A positive answer to this question would easily entail a positive answer to Lukas’ question also, and a negative answer would probably be informative as well.

Let $T=]0,1[^2$ be the open unit square. Let $(S_k)_{k\geq 1}$ be a countable family of open segments in $T$. What we call a cycle is a finite sequence $M_1,M_2, \ldots ,M_r$ of distinct points in $T$, not all on a line (thus $r>2$) such that all the segments $]M_1M_2[,]M_2M_3[, \ldots ,]M_{r-1}M_r[$, and also $]M_rM_1[$, are each included in one of the segments $S_k$, and likewise all the endpoints $M_1,M_2, \ldots ,M_r$ are each in one of the $S_k$. Formally, for each $i\in{\mathbb Z}/r{\mathbb Z}$ there is an index $k(i)$ with $]M_iM_{i+1}[ \subseteq S_{k(i)}$ and there is an index $l(i)$ such that $M_i \in l(i)$.

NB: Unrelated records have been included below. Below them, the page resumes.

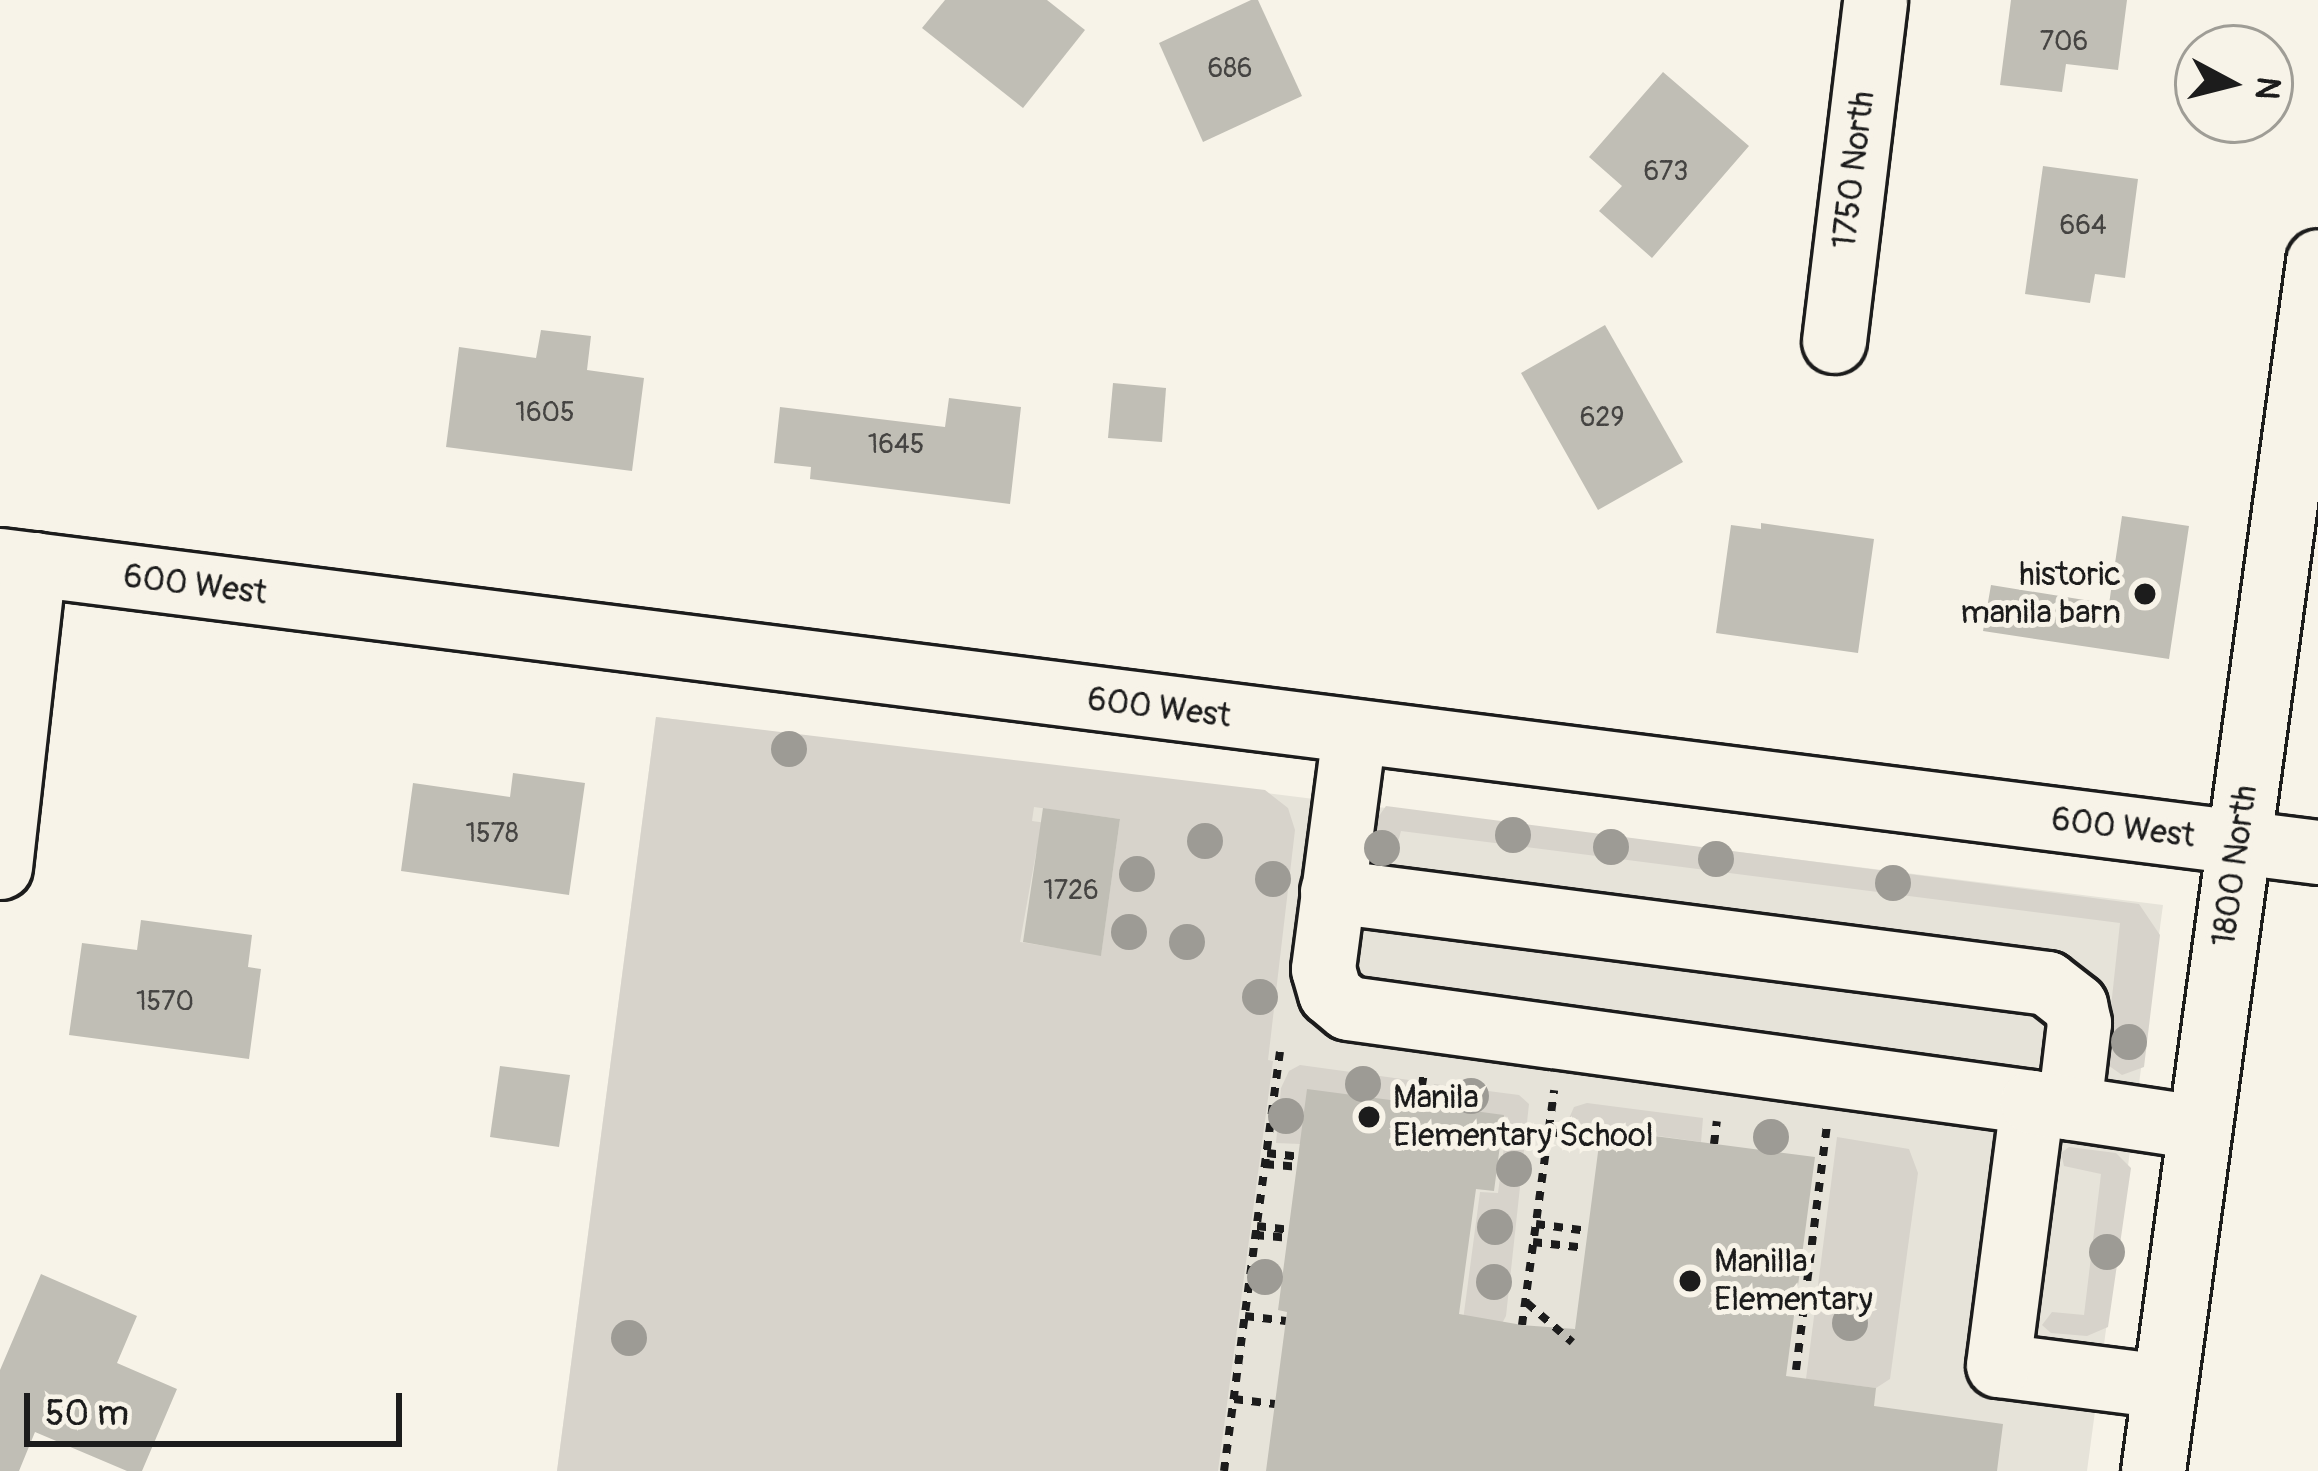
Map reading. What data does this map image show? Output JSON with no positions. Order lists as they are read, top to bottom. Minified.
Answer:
{"streets":{"street":["1750 North","600 West","1800 North"]},"crossings":[["600 West","1800 North"]],"places":["historic manila barn","Manila Elementary School","Manilla Elementary"],"house_numbers":["706","686","673","664","1605","629","1645","1578","1726","1570"],"scale_bar":"50 m","north":"right"}
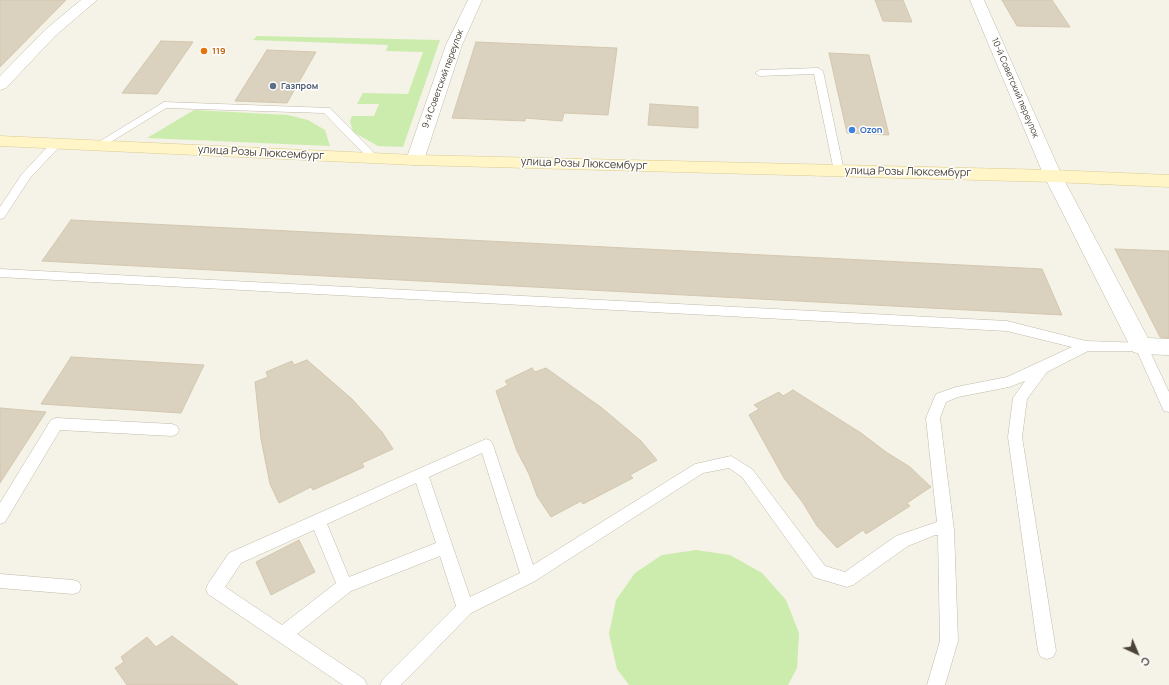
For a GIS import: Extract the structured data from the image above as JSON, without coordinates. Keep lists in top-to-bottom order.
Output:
{
  "streets": {
    "main road": ["улица Розы Люксембург"],
    "street": ["9-й Советский переулок", "10-й Советский переулок"]
  },
  "crossings": [
    ["9-й Советский переулок", "улица Розы Люксембург"],
    ["10-й Советский переулок", "улица Розы Люксембург"]
  ],
  "places": ["119", "Газпром", "Ozon"],
  "north": "bottom right"
}
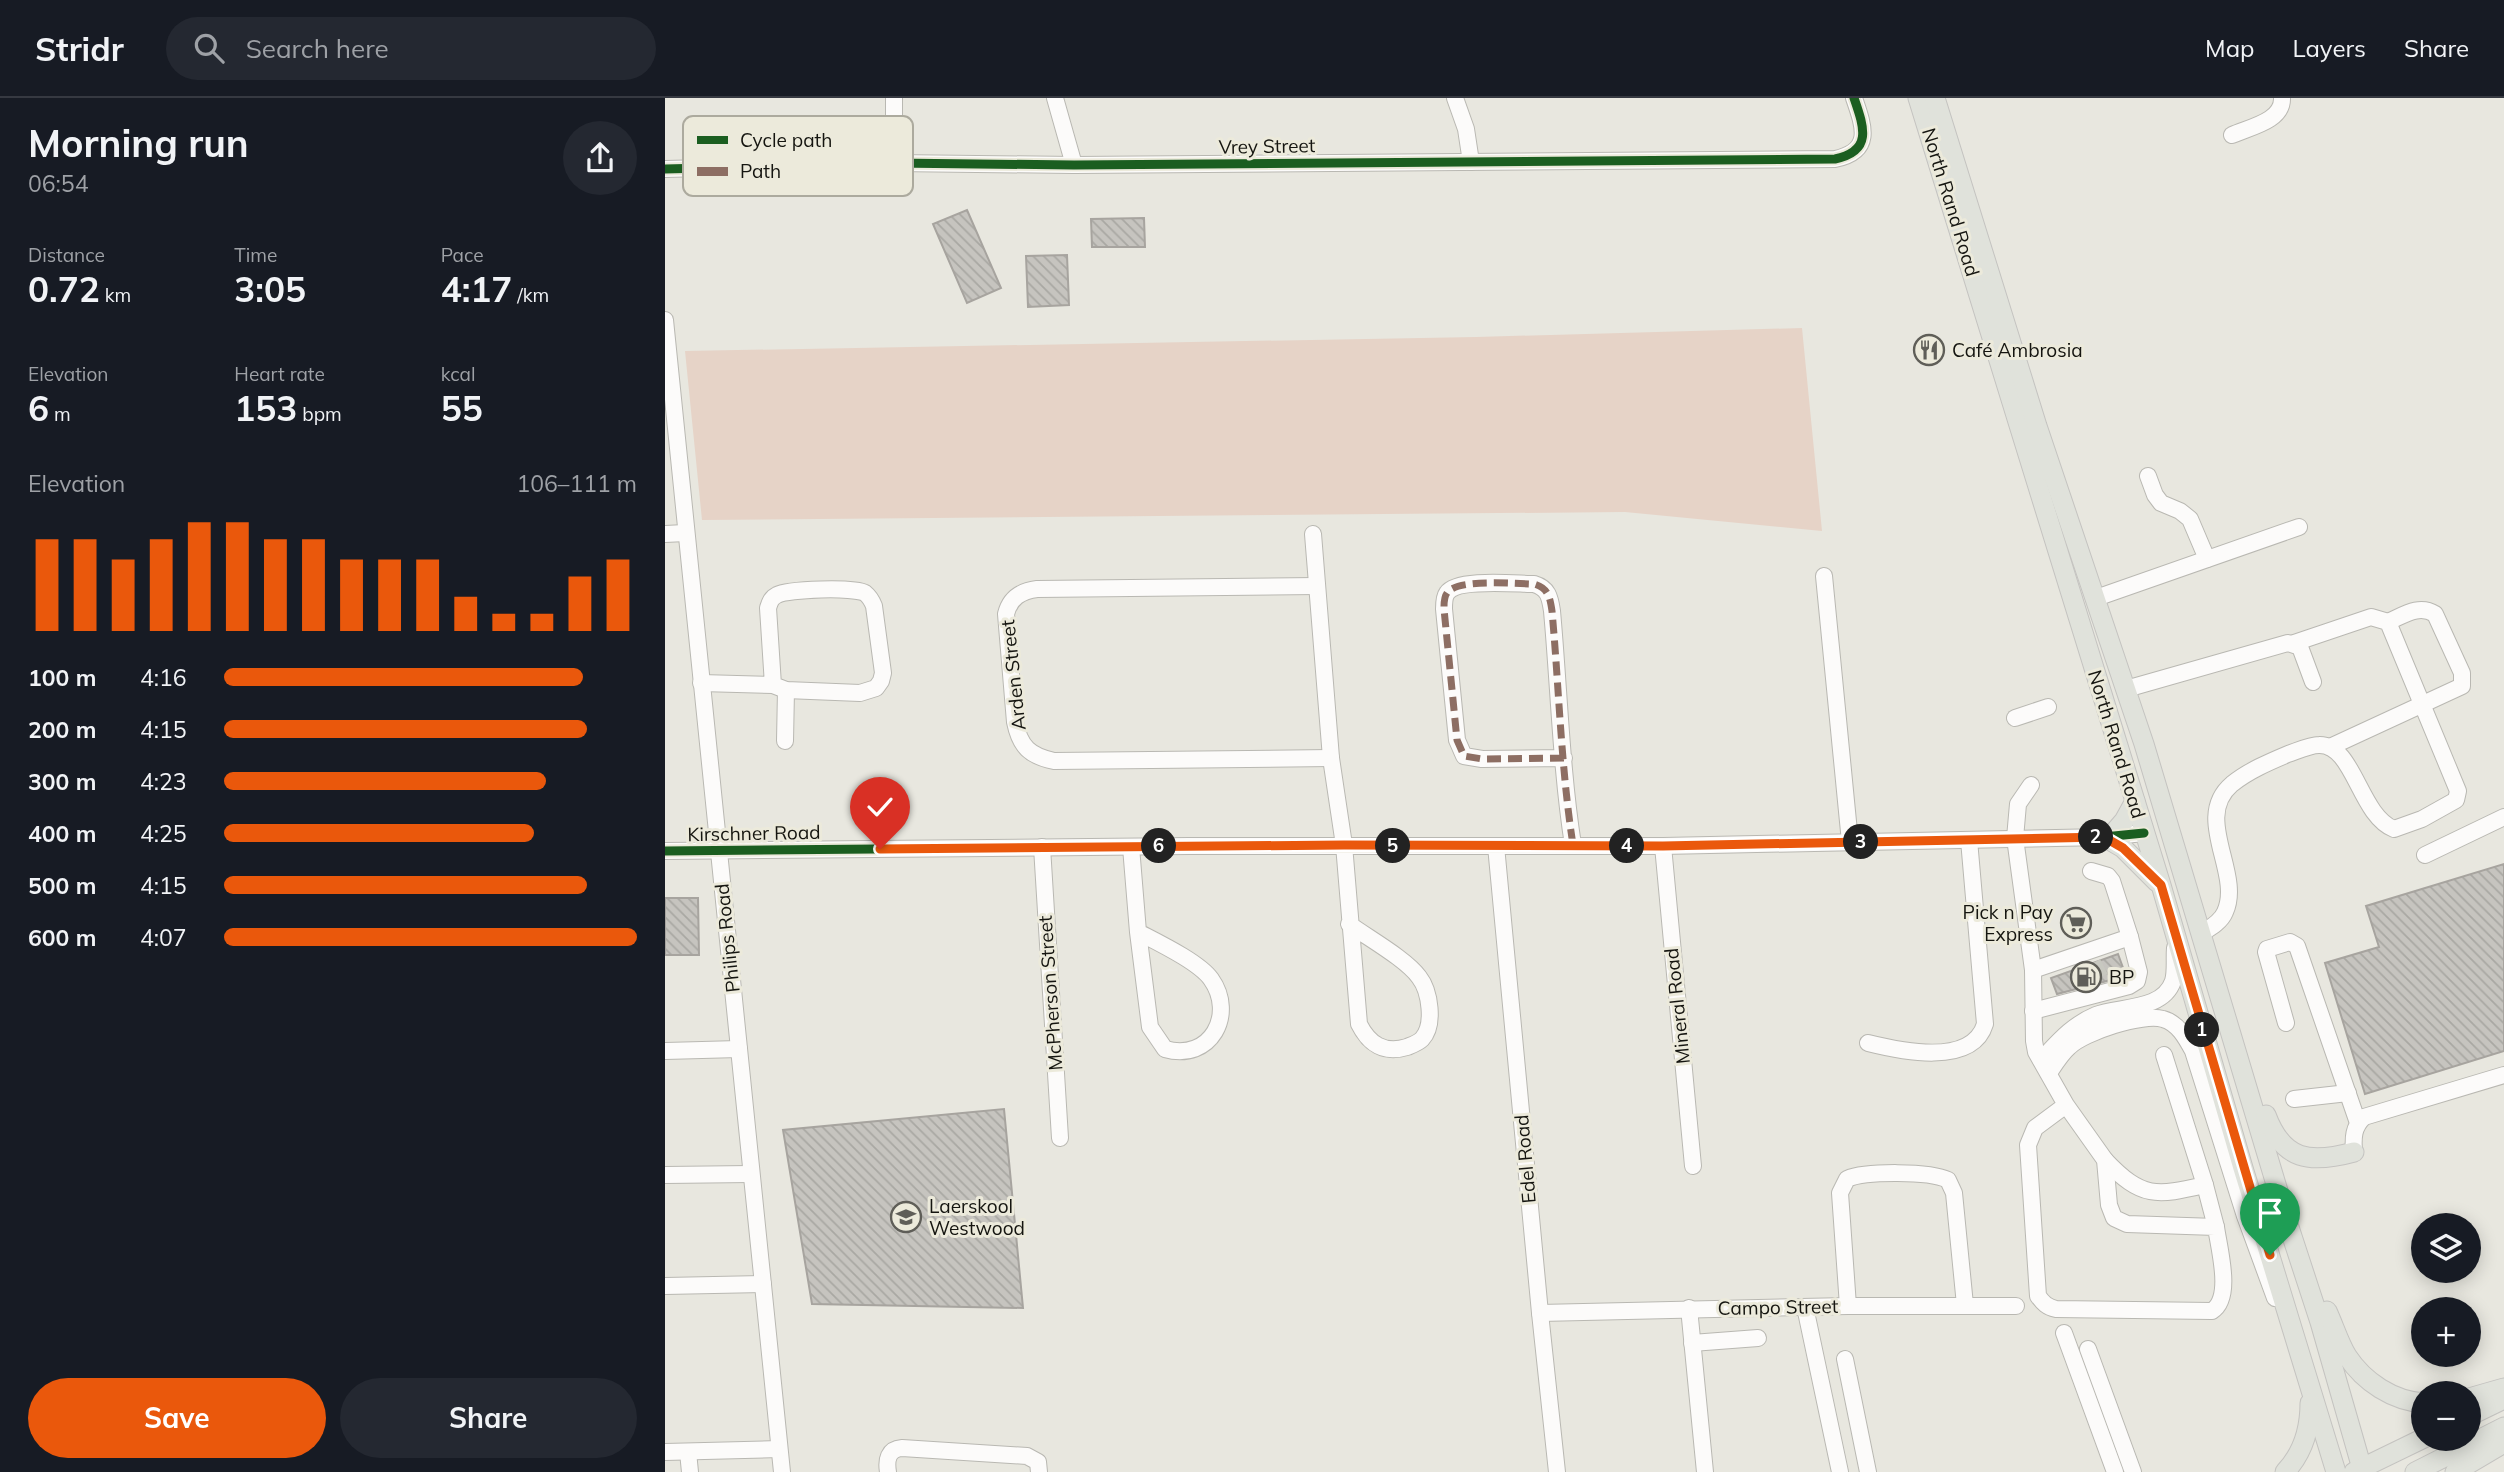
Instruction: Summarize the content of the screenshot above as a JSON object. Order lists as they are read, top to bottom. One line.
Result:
{"streets":{"main road":["North Rand Road"],"street":["Vrey Street","Arden Street","Kirschner Road","Philips Road","McPherson Street","Mineral Road","Edel Road","Campo Street"]},"crossings":[["North Rand Road","Kirschner Road"],["Kirschner Road","Philips Road"],["Kirschner Road","McPherson Street"],["Kirschner Road","Mineral Road"],["Kirschner Road","Edel Road"],["Edel Road","Campo Street"]],"places":{"restaurant":["Café Ambrosia"],"supermarket":["Pick n Pay Express"],"fuel station":["BP"],"school or university":["Laerskool Westwood"]},"legend":["Cycle path","Path"],"page":{"header":"Stridr","search":"Search here","nav":["Map","Layers","Share"],"heading":["Morning run","06:54"],"stats":[["Distance","0.72 km"],["Time","3:05"],["Pace","4:17 /km"],["Elevation","6 m"],["Heart rate","153 bpm"],["kcal","55"]],"chart":["Elevation","106–111 m"],"list":[{"name":"100 m","note":"4:16"},{"name":"200 m","note":"4:15"},{"name":"300 m","note":"4:23"},{"name":"400 m","note":"4:25"},{"name":"500 m","note":"4:15"},{"name":"600 m","note":"4:07"}],"pins":["2","3","4","5","6","1"],"map_buttons":["+","−"],"buttons":["Save","Share"]}}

What we call a cut is a finite sequence $M_1,M_2, \ldots ,M_r$ of distinct points such that the first and the last, $M_1$ and $M_r$, are on the boundary of $T$, and the intermediate points $M_2,M_3, \ldots ,M_{r-1}$ are in $T$, and all the segments $]M_1M_2[,]M_2M_3[, \ldots ,]M_{r-2}M_{r-1}[, ]M_{r-1}M_r[$, are each included in one of the segments $S_k$, and likewise all the intermediate points $M_2,M_3, \ldots ,M_{r-1}$ are each in one of the $S_k$.

So the question is as follows : assume that there are no cycles or cuts. Does it follow that

$ Z=T \setminus \bigg(\bigcup_{k\geq 1} S_k \bigg) $

is necessarily path-connected ?

Update 16:15 : The definitions have been corrected so as to avoid the uninteresting counterexample explained in Dan Shved’s answer.

Update 19:10 : Dan Shved’s second counterexample strikes a much stronger blow to my hopes, because it shows a family $(S_k)$ such that $T \setminus (\cup_{k \geq 1} S_k)$ is not path-connected, and yet $T\setminus (\cup_{1 \leq k \leq n} S_k)$ is for every finite $n$. So there is no “finite” sufficient condition.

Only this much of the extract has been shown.